EXERCISE: From the entries, copy out every line in which the word "Havendale" is found.

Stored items
_ _ _ _

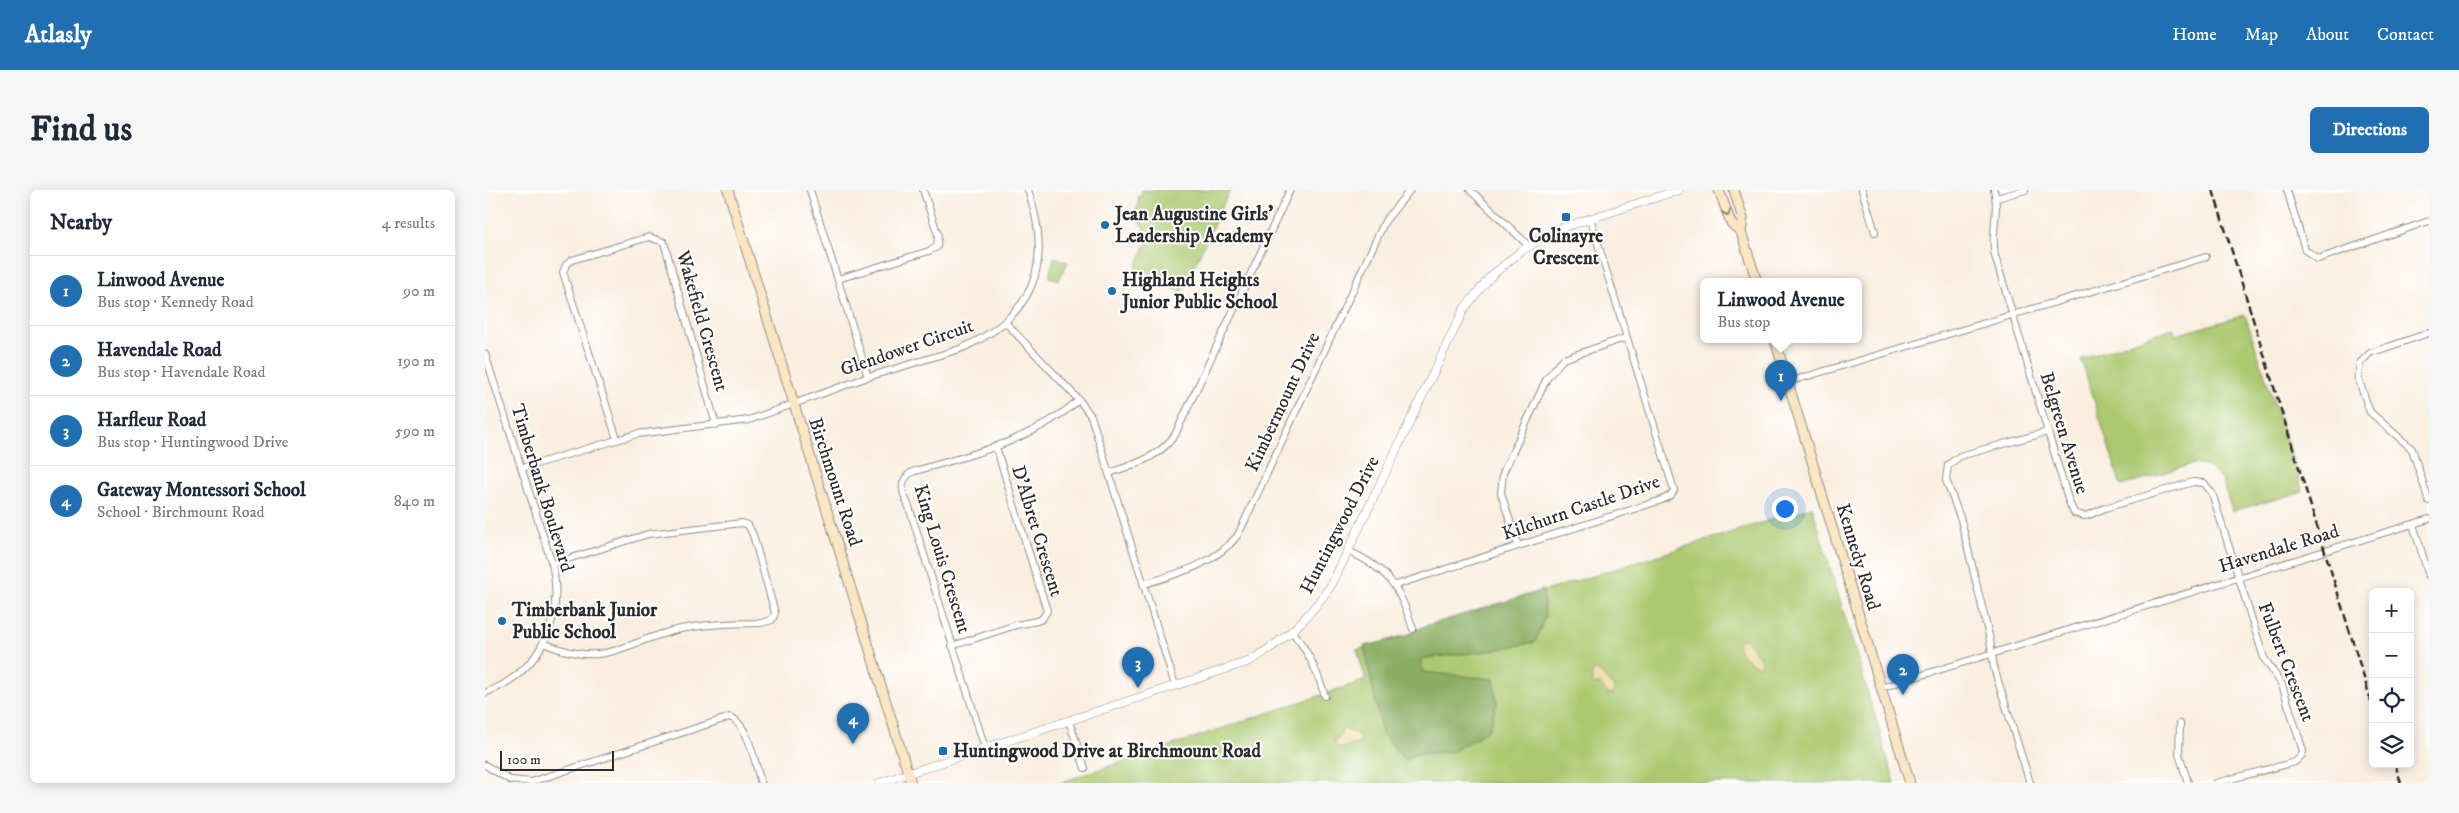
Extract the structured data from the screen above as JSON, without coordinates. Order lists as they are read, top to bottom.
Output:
{
  "streets": {
    "main road": ["Birchmount Road", "Kennedy Road"],
    "street": [
      "Wakefield Crescent",
      "Glendower Circuit",
      "Kimbermount Drive",
      "Belgreen Avenue",
      "Timberbank Boulevard",
      "Kilchurn Castle Drive",
      "Huntingwood Drive",
      "D'Albret Crescent",
      "Havendale Road",
      "King Louis Crescent",
      "Fulbert Crescent"
    ]
  },
  "crossings": [
    ["Wakefield Crescent", "Glendower Circuit"],
    ["Glendower Circuit", "Birchmount Road"],
    ["Glendower Circuit", "Timberbank Boulevard"],
    ["Belgreen Avenue", "Havendale Road"],
    ["Belgreen Avenue", "Fulbert Crescent"],
    ["Birchmount Road", "Huntingwood Drive"],
    ["Kilchurn Castle Drive", "Huntingwood Drive"],
    ["Huntingwood Drive", "King Louis Crescent"],
    ["D'Albret Crescent", "King Louis Crescent"],
    ["Havendale Road", "Kennedy Road"],
    ["Havendale Road", "Fulbert Crescent"]
  ],
  "places": {
    "transit": ["Colinayre Crescent", "Huntingwood Drive at Birchmount Road"],
    "other": ["Jean Augustine Girls' Leadership Academy", "Highland Heights Junior Public School", "Timberbank Junior Public School"]
  },
  "scale_bar": "100 m",
  "page": {
    "header": "Atlasly",
    "nav": [
      "Home",
      "Map",
      "About",
      "Contact"
    ],
    "buttons": "Directions",
    "title": "Find us",
    "heading": ["Nearby", "4 results"],
    "list": [
      {
        "mark": "1",
        "name": "Linwood Avenue",
        "note": "Bus stop · Kennedy Road",
        "value": "90 m"
      },
      {
        "mark": "2",
        "name": "Havendale Road",
        "note": "Bus stop · Havendale Road",
        "value": "190 m"
      },
      {
        "mark": "3",
        "name": "Harfleur Road",
        "note": "Bus stop · Huntingwood Drive",
        "value": "590 m"
      },
      {
        "mark": "4",
        "name": "Gateway Montessori School",
        "note": "School · Birchmount Road",
        "value": "840 m"
      }
    ],
    "popup": ["Linwood Avenue", "Bus stop"],
    "pins": [
      "1",
      "3",
      "2",
      "4"
    ],
    "map_buttons": ["+", "−"],
    "scale": "100 m"
  }
}
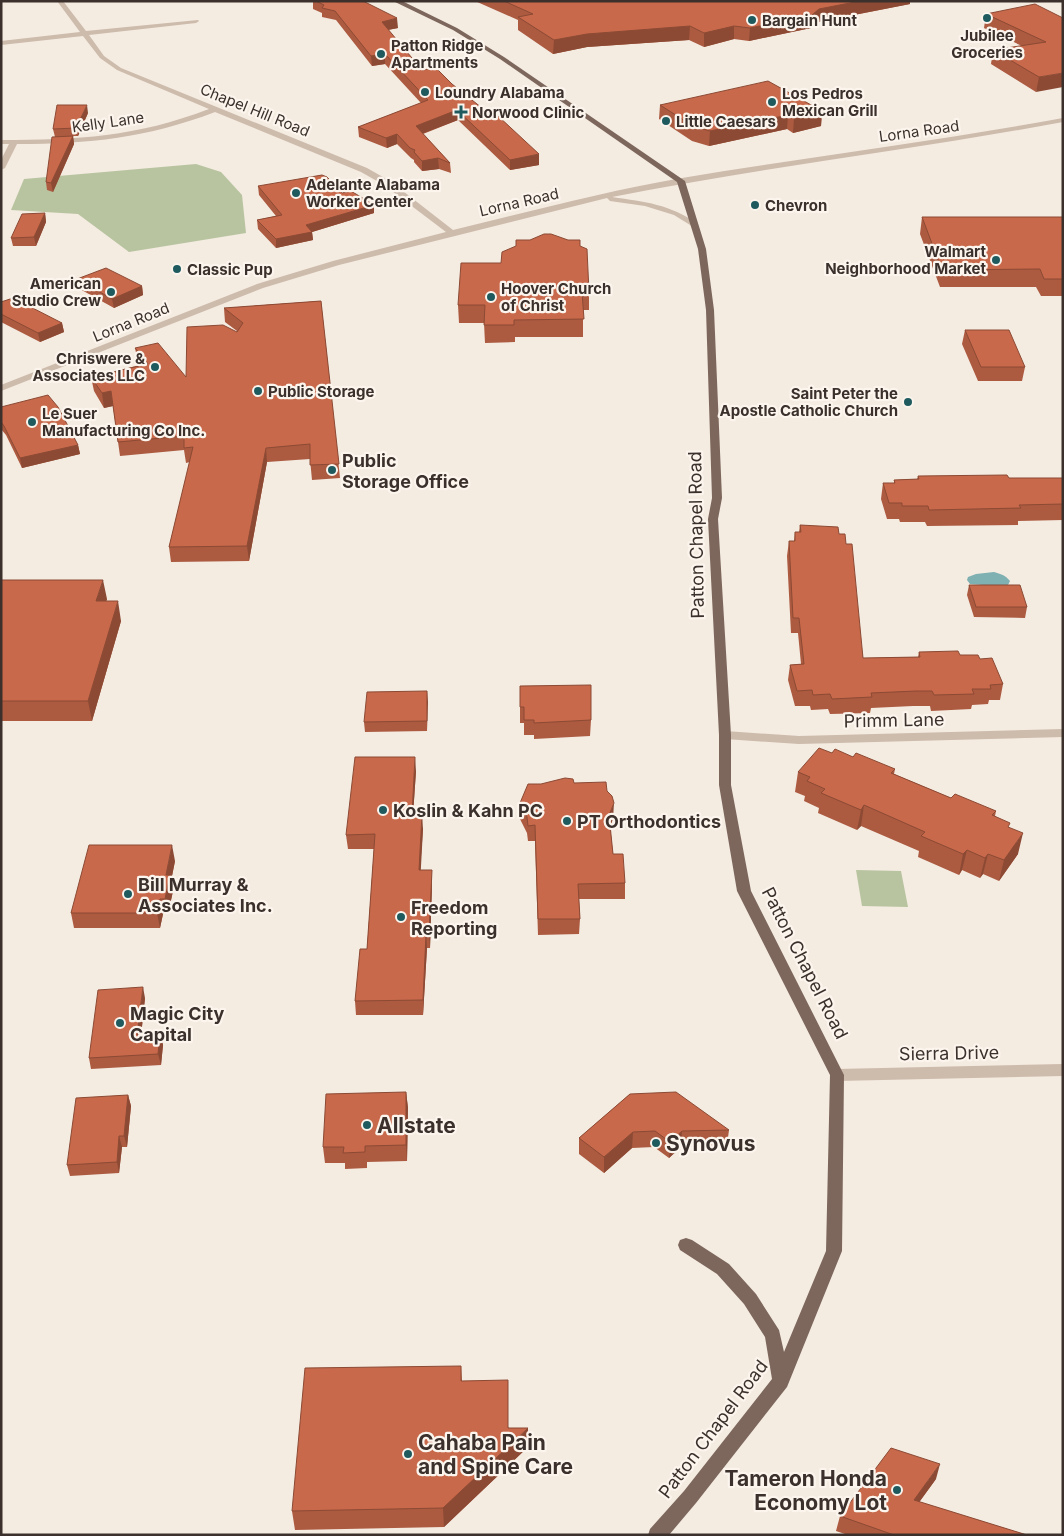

_ _ _ _

RESULT OF THIS TASK:
      "Havendale Road",
    ["Belgreen Avenue", "Havendale Road"],
    ["Havendale Road", "Kennedy Road"],
    ["Havendale Road", "Fulbert Crescent"]
        "name": "Havendale Road",
        "note": "Bus stop · Havendale Road",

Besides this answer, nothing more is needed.